> Exercise description
Some lines below hold "strokeStyle". Pick them out and copy them.

Collected data:

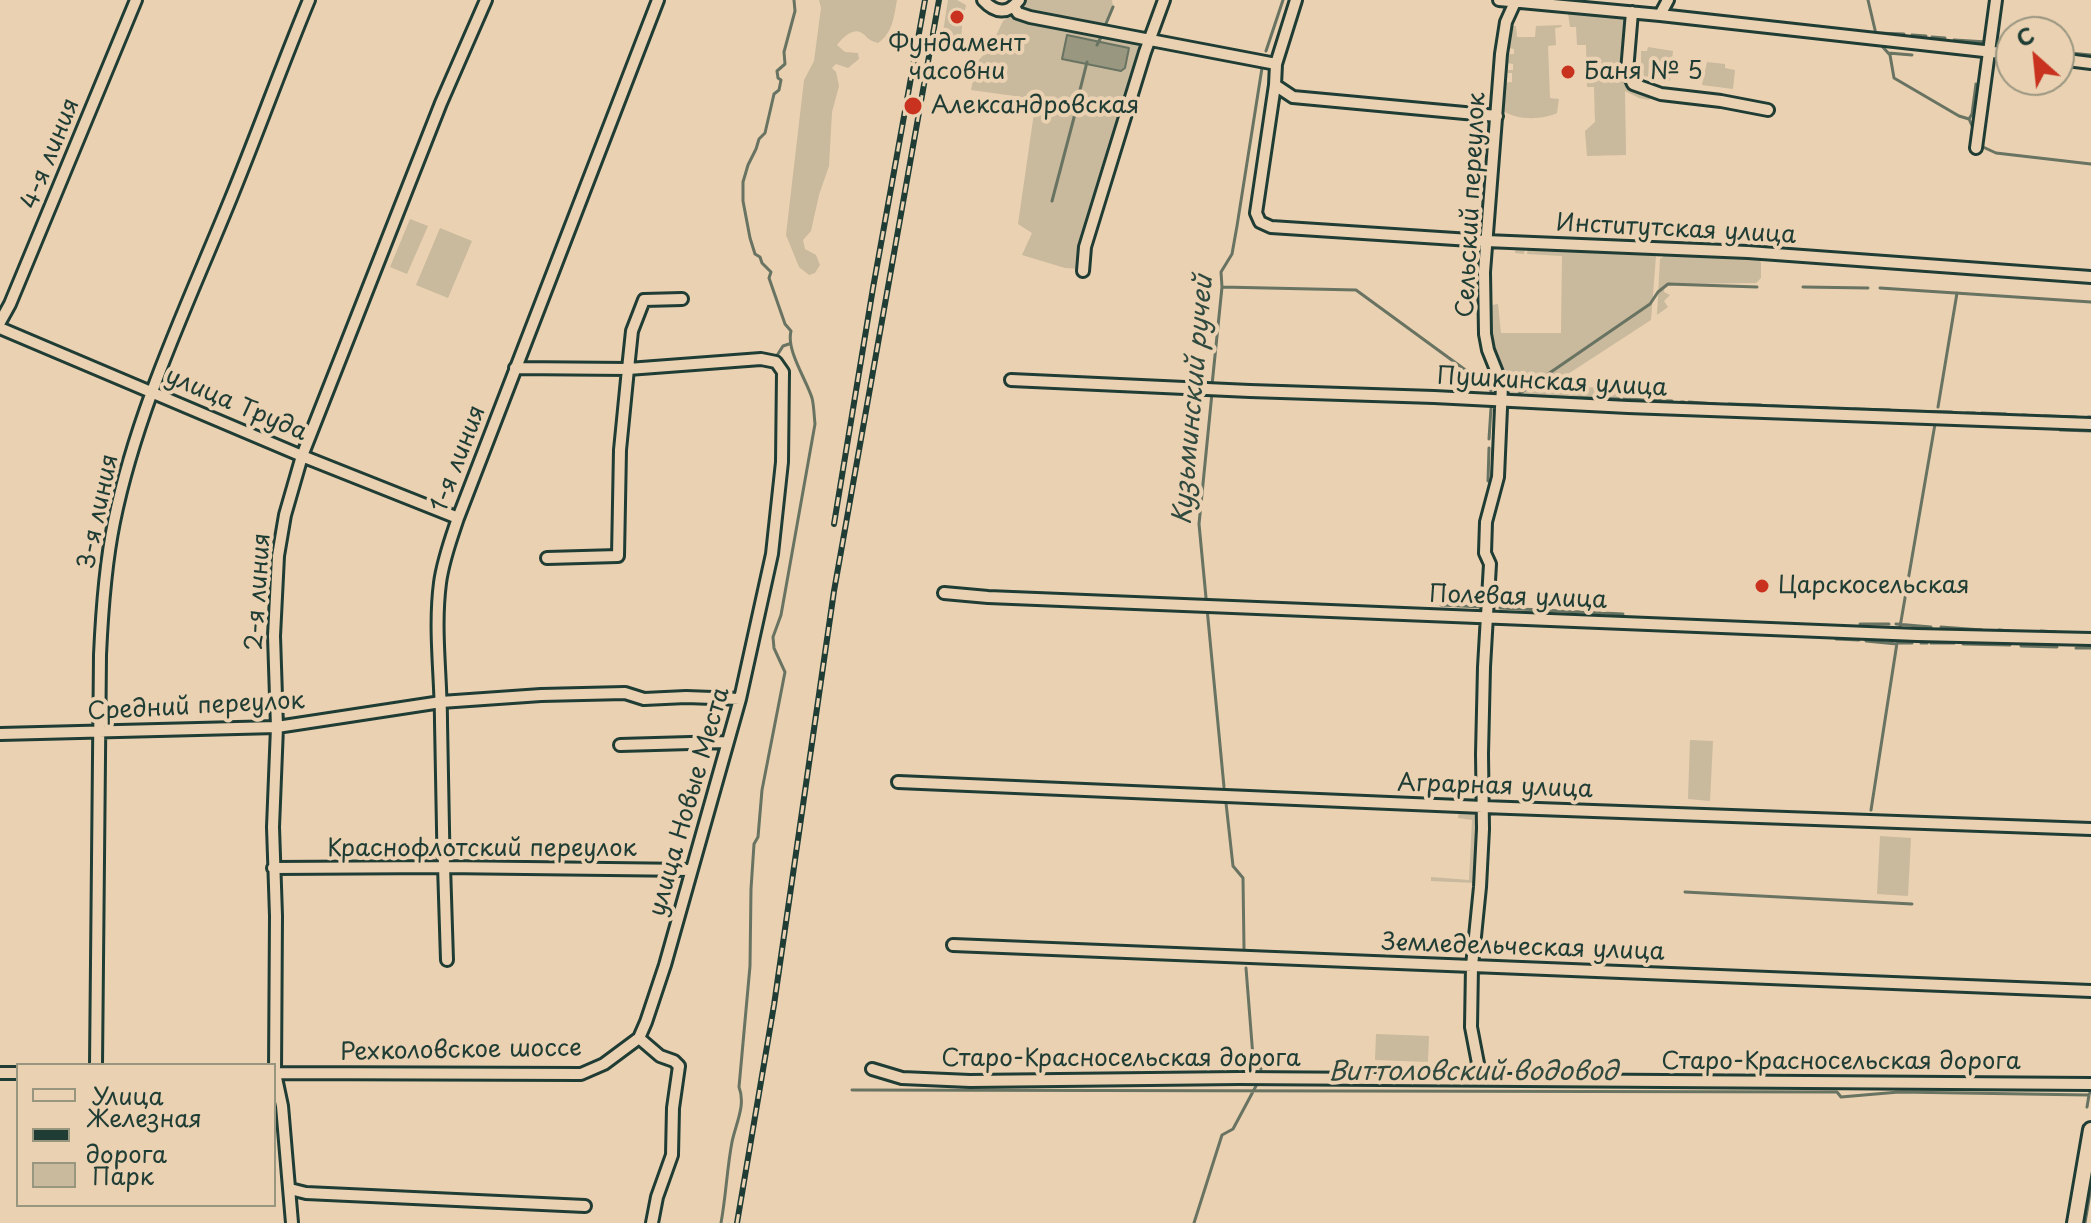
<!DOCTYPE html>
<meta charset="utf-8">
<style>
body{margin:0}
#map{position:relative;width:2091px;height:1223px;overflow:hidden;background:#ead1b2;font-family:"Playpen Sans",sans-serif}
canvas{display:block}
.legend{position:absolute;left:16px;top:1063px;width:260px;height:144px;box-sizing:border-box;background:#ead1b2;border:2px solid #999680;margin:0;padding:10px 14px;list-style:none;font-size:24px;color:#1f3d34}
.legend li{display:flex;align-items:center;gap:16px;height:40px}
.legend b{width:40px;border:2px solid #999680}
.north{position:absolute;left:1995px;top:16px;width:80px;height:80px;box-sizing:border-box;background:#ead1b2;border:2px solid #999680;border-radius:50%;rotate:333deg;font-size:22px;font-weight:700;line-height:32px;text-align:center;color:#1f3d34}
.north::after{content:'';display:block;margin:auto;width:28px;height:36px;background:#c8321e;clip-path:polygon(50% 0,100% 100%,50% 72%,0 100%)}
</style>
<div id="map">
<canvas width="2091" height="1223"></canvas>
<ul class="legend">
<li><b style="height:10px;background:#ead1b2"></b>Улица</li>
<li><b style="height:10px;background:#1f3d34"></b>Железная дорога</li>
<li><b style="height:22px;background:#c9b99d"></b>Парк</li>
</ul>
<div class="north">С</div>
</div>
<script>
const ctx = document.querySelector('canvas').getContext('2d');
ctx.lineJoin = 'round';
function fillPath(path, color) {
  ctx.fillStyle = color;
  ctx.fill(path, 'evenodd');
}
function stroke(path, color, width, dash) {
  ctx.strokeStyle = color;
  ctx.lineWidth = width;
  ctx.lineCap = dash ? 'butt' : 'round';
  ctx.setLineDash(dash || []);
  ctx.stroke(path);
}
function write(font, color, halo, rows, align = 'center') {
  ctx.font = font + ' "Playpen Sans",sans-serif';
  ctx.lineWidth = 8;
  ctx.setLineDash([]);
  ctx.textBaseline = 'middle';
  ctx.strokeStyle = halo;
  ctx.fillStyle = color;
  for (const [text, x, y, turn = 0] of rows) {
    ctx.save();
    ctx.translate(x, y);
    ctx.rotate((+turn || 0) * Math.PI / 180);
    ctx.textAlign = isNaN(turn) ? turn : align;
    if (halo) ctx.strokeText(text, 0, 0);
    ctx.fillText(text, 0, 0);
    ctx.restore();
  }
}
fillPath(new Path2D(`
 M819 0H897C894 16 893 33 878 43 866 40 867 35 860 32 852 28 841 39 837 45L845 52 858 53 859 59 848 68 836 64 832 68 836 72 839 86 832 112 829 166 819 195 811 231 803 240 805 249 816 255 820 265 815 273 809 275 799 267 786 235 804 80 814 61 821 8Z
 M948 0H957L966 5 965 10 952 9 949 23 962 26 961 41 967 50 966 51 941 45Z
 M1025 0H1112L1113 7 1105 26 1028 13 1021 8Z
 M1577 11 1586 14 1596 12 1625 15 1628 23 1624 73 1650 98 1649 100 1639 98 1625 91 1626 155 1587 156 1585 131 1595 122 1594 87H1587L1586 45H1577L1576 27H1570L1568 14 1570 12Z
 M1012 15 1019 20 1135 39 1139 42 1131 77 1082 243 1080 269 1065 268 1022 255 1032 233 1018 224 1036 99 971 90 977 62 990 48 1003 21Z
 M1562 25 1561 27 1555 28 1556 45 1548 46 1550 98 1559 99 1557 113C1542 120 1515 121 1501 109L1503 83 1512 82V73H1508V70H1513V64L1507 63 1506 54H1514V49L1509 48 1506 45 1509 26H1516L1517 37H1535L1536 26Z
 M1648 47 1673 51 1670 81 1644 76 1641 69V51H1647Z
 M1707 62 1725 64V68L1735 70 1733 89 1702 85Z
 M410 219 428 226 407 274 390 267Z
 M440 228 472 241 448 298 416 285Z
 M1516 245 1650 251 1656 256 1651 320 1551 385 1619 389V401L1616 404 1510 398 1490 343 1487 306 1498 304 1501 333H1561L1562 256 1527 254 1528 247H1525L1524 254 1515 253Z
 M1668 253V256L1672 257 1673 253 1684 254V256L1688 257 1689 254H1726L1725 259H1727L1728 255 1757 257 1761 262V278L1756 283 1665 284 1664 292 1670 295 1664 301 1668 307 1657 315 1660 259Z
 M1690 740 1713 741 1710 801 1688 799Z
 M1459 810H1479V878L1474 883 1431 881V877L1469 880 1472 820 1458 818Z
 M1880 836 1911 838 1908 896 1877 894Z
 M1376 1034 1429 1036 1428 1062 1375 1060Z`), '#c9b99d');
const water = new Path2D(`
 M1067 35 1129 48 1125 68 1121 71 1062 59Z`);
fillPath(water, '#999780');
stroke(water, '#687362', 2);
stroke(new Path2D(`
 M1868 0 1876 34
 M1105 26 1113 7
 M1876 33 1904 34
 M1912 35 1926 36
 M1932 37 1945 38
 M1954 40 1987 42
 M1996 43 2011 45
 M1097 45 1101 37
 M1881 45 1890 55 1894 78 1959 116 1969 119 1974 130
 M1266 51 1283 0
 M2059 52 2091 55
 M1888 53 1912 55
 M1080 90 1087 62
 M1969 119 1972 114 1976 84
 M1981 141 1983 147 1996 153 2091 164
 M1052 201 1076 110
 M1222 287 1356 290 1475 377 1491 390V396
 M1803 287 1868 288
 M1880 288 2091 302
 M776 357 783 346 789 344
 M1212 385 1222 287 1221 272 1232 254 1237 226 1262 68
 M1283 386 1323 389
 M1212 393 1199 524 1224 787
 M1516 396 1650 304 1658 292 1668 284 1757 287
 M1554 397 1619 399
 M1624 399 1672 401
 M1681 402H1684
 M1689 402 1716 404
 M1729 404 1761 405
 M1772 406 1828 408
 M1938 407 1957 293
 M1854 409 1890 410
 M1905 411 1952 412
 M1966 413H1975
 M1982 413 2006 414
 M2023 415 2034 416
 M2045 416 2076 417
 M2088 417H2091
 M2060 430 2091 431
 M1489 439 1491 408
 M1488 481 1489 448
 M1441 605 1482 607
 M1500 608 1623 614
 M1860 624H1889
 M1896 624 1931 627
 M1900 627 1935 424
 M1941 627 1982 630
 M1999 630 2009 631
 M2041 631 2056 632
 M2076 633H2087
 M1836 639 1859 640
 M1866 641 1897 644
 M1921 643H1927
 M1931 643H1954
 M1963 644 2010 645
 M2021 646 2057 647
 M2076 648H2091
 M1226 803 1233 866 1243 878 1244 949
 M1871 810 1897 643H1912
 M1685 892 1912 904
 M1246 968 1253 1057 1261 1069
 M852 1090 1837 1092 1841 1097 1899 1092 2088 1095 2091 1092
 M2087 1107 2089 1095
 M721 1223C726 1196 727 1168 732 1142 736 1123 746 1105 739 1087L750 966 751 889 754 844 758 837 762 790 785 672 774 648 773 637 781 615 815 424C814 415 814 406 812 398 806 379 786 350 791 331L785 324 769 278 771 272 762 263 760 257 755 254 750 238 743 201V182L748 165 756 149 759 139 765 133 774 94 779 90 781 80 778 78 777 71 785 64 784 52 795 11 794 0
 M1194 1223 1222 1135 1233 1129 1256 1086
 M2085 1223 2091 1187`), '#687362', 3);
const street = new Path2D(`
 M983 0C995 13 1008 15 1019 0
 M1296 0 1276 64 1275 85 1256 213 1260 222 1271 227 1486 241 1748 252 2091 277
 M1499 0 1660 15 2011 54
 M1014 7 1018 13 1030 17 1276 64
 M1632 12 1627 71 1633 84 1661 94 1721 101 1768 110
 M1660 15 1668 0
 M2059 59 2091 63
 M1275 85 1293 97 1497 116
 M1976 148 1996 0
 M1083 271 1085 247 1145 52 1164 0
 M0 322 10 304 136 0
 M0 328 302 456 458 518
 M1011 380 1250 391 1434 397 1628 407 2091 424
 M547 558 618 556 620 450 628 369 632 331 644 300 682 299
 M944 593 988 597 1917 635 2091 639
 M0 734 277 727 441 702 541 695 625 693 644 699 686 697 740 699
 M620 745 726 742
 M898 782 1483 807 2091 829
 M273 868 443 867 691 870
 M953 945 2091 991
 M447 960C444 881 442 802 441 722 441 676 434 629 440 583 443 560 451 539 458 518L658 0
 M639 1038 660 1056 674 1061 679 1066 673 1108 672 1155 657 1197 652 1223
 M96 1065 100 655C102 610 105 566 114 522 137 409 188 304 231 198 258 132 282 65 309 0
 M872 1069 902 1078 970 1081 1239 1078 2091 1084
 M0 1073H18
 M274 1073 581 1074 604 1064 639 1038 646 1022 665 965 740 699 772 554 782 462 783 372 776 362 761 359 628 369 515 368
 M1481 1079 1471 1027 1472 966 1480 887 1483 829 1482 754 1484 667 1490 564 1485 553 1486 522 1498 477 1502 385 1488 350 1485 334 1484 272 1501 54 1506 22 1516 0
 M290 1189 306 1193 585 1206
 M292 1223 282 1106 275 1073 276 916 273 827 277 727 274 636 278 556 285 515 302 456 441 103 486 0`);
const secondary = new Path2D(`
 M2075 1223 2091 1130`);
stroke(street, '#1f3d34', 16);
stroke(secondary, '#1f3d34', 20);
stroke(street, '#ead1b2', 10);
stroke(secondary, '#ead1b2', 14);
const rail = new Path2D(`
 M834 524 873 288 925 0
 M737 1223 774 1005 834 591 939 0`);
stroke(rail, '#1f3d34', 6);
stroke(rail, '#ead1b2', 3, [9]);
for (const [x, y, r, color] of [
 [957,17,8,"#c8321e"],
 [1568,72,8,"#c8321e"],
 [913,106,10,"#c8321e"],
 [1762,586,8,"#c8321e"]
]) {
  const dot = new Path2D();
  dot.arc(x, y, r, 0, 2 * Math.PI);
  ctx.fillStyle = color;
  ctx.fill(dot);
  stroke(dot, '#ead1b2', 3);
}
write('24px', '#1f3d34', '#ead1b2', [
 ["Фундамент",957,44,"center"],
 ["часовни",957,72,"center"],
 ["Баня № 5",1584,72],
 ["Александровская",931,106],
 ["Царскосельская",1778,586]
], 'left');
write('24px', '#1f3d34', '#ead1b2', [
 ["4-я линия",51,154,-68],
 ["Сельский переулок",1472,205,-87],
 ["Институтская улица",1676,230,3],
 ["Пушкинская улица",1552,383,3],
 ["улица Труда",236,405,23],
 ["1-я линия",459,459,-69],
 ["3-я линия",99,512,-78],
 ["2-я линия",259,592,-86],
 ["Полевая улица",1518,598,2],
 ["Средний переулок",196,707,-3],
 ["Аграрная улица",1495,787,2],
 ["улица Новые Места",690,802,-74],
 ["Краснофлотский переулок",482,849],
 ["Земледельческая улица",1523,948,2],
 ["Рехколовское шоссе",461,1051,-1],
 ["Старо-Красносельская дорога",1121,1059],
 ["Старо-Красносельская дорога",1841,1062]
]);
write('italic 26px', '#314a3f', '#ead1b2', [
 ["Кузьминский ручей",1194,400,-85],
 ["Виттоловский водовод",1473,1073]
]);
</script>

> Answer section
  ctx.strokeStyle = color;
  ctx.strokeStyle = halo;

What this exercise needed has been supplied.